Directions for this task
Give the entries again, precisely as they were written.
** Source records follows **
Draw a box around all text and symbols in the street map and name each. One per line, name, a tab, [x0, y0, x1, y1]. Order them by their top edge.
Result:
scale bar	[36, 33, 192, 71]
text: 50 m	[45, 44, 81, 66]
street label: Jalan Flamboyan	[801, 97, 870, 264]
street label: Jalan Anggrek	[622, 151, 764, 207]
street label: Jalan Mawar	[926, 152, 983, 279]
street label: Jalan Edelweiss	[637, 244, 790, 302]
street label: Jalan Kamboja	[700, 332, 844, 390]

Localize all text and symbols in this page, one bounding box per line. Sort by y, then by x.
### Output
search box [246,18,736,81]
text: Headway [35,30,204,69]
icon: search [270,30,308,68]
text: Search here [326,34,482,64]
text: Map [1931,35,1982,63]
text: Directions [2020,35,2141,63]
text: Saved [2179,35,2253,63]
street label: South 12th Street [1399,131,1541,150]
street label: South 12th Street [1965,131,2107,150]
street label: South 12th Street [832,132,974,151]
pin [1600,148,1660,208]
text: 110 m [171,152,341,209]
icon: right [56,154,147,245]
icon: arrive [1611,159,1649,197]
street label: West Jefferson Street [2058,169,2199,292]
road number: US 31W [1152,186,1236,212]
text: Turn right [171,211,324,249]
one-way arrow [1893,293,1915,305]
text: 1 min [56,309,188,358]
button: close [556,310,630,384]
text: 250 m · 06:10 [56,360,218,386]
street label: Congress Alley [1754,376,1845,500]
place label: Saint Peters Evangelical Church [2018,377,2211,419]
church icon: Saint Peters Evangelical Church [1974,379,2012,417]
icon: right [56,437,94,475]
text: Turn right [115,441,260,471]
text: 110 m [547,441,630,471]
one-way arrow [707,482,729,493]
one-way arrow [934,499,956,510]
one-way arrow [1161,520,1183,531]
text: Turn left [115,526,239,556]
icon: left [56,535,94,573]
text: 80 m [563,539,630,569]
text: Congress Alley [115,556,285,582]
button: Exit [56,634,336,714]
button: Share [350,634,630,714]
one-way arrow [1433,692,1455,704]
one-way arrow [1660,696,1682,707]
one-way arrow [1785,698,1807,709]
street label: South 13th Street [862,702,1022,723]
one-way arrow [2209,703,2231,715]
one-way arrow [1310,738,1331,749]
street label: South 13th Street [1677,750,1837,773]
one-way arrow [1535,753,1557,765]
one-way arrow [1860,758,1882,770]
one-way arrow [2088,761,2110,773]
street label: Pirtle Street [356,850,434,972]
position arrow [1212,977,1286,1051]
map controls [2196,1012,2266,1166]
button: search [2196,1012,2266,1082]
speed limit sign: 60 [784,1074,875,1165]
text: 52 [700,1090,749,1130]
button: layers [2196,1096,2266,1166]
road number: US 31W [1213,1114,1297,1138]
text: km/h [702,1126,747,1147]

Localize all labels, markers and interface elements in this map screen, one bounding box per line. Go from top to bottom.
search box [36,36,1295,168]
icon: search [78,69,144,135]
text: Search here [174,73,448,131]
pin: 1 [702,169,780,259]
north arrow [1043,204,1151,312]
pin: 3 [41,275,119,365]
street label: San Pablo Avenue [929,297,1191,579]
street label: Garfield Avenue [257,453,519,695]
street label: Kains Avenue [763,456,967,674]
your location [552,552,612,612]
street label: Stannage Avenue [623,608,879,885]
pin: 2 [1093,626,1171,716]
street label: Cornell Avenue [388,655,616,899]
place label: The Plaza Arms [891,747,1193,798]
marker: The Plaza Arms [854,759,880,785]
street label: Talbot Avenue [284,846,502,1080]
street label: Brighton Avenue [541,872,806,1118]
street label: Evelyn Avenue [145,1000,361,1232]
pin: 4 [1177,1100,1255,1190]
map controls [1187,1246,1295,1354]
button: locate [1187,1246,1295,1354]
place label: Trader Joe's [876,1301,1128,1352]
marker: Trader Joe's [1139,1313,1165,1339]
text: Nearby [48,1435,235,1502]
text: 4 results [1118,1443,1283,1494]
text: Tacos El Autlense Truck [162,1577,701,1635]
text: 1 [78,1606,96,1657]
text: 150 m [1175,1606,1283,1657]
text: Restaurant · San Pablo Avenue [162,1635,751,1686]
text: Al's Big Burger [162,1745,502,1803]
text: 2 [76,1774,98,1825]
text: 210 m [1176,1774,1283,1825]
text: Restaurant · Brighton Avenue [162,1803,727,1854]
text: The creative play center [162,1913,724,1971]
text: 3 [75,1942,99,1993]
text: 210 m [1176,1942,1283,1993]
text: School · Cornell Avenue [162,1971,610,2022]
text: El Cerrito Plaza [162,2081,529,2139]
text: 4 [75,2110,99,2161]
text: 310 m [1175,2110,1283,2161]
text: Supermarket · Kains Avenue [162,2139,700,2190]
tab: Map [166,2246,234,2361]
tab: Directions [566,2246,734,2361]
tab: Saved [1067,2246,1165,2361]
** End of Source records **
Result for this task
Draw a box around all text and symbols in the street map and name each. One per line, name, a tab, [x0, y0, x1, y1]. Order them by their top edge.
Result:
scale bar	[36, 33, 192, 71]
text: 50 m	[45, 44, 81, 66]
street label: Jalan Flamboyan	[801, 97, 870, 264]
street label: Jalan Anggrek	[622, 151, 764, 207]
street label: Jalan Mawar	[926, 152, 983, 279]
street label: Jalan Edelweiss	[637, 244, 790, 302]
street label: Jalan Kamboja	[700, 332, 844, 390]

Localize all text and symbols in this page, one bounding box per line. Sort by y, then by x.
### Output
search box [246,18,736,81]
text: Headway [35,30,204,69]
icon: search [270,30,308,68]
text: Search here [326,34,482,64]
text: Map [1931,35,1982,63]
text: Directions [2020,35,2141,63]
text: Saved [2179,35,2253,63]
street label: South 12th Street [1399,131,1541,150]
street label: South 12th Street [1965,131,2107,150]
street label: South 12th Street [832,132,974,151]
pin [1600,148,1660,208]
text: 110 m [171,152,341,209]
icon: right [56,154,147,245]
icon: arrive [1611,159,1649,197]
street label: West Jefferson Street [2058,169,2199,292]
road number: US 31W [1152,186,1236,212]
text: Turn right [171,211,324,249]
one-way arrow [1893,293,1915,305]
text: 1 min [56,309,188,358]
button: close [556,310,630,384]
text: 250 m · 06:10 [56,360,218,386]
street label: Congress Alley [1754,376,1845,500]
place label: Saint Peters Evangelical Church [2018,377,2211,419]
church icon: Saint Peters Evangelical Church [1974,379,2012,417]
icon: right [56,437,94,475]
text: Turn right [115,441,260,471]
text: 110 m [547,441,630,471]
one-way arrow [707,482,729,493]
one-way arrow [934,499,956,510]
one-way arrow [1161,520,1183,531]
text: Turn left [115,526,239,556]
icon: left [56,535,94,573]
text: 80 m [563,539,630,569]
text: Congress Alley [115,556,285,582]
button: Exit [56,634,336,714]
button: Share [350,634,630,714]
one-way arrow [1433,692,1455,704]
one-way arrow [1660,696,1682,707]
one-way arrow [1785,698,1807,709]
street label: South 13th Street [862,702,1022,723]
one-way arrow [2209,703,2231,715]
one-way arrow [1310,738,1331,749]
street label: South 13th Street [1677,750,1837,773]
one-way arrow [1535,753,1557,765]
one-way arrow [1860,758,1882,770]
one-way arrow [2088,761,2110,773]
street label: Pirtle Street [356,850,434,972]
position arrow [1212,977,1286,1051]
map controls [2196,1012,2266,1166]
button: search [2196,1012,2266,1082]
speed limit sign: 60 [784,1074,875,1165]
text: 52 [700,1090,749,1130]
button: layers [2196,1096,2266,1166]
road number: US 31W [1213,1114,1297,1138]
text: km/h [702,1126,747,1147]

Localize all labels, markers and interface elements in this map screen, one bounding box per line. Go from top to bottom.
search box [36,36,1295,168]
icon: search [78,69,144,135]
text: Search here [174,73,448,131]
pin: 1 [702,169,780,259]
north arrow [1043,204,1151,312]
pin: 3 [41,275,119,365]
street label: San Pablo Avenue [929,297,1191,579]
street label: Garfield Avenue [257,453,519,695]
street label: Kains Avenue [763,456,967,674]
your location [552,552,612,612]
street label: Stannage Avenue [623,608,879,885]
pin: 2 [1093,626,1171,716]
street label: Cornell Avenue [388,655,616,899]
place label: The Plaza Arms [891,747,1193,798]
marker: The Plaza Arms [854,759,880,785]
street label: Talbot Avenue [284,846,502,1080]
street label: Brighton Avenue [541,872,806,1118]
street label: Evelyn Avenue [145,1000,361,1232]
pin: 4 [1177,1100,1255,1190]
map controls [1187,1246,1295,1354]
button: locate [1187,1246,1295,1354]
place label: Trader Joe's [876,1301,1128,1352]
marker: Trader Joe's [1139,1313,1165,1339]
text: Nearby [48,1435,235,1502]
text: 4 results [1118,1443,1283,1494]
text: Tacos El Autlense Truck [162,1577,701,1635]
text: 1 [78,1606,96,1657]
text: 150 m [1175,1606,1283,1657]
text: Restaurant · San Pablo Avenue [162,1635,751,1686]
text: Al's Big Burger [162,1745,502,1803]
text: 2 [76,1774,98,1825]
text: 210 m [1176,1774,1283,1825]
text: Restaurant · Brighton Avenue [162,1803,727,1854]
text: The creative play center [162,1913,724,1971]
text: 3 [75,1942,99,1993]
text: 210 m [1176,1942,1283,1993]
text: School · Cornell Avenue [162,1971,610,2022]
text: El Cerrito Plaza [162,2081,529,2139]
text: 4 [75,2110,99,2161]
text: 310 m [1175,2110,1283,2161]
text: Supermarket · Kains Avenue [162,2139,700,2190]
tab: Map [166,2246,234,2361]
tab: Directions [566,2246,734,2361]
tab: Saved [1067,2246,1165,2361]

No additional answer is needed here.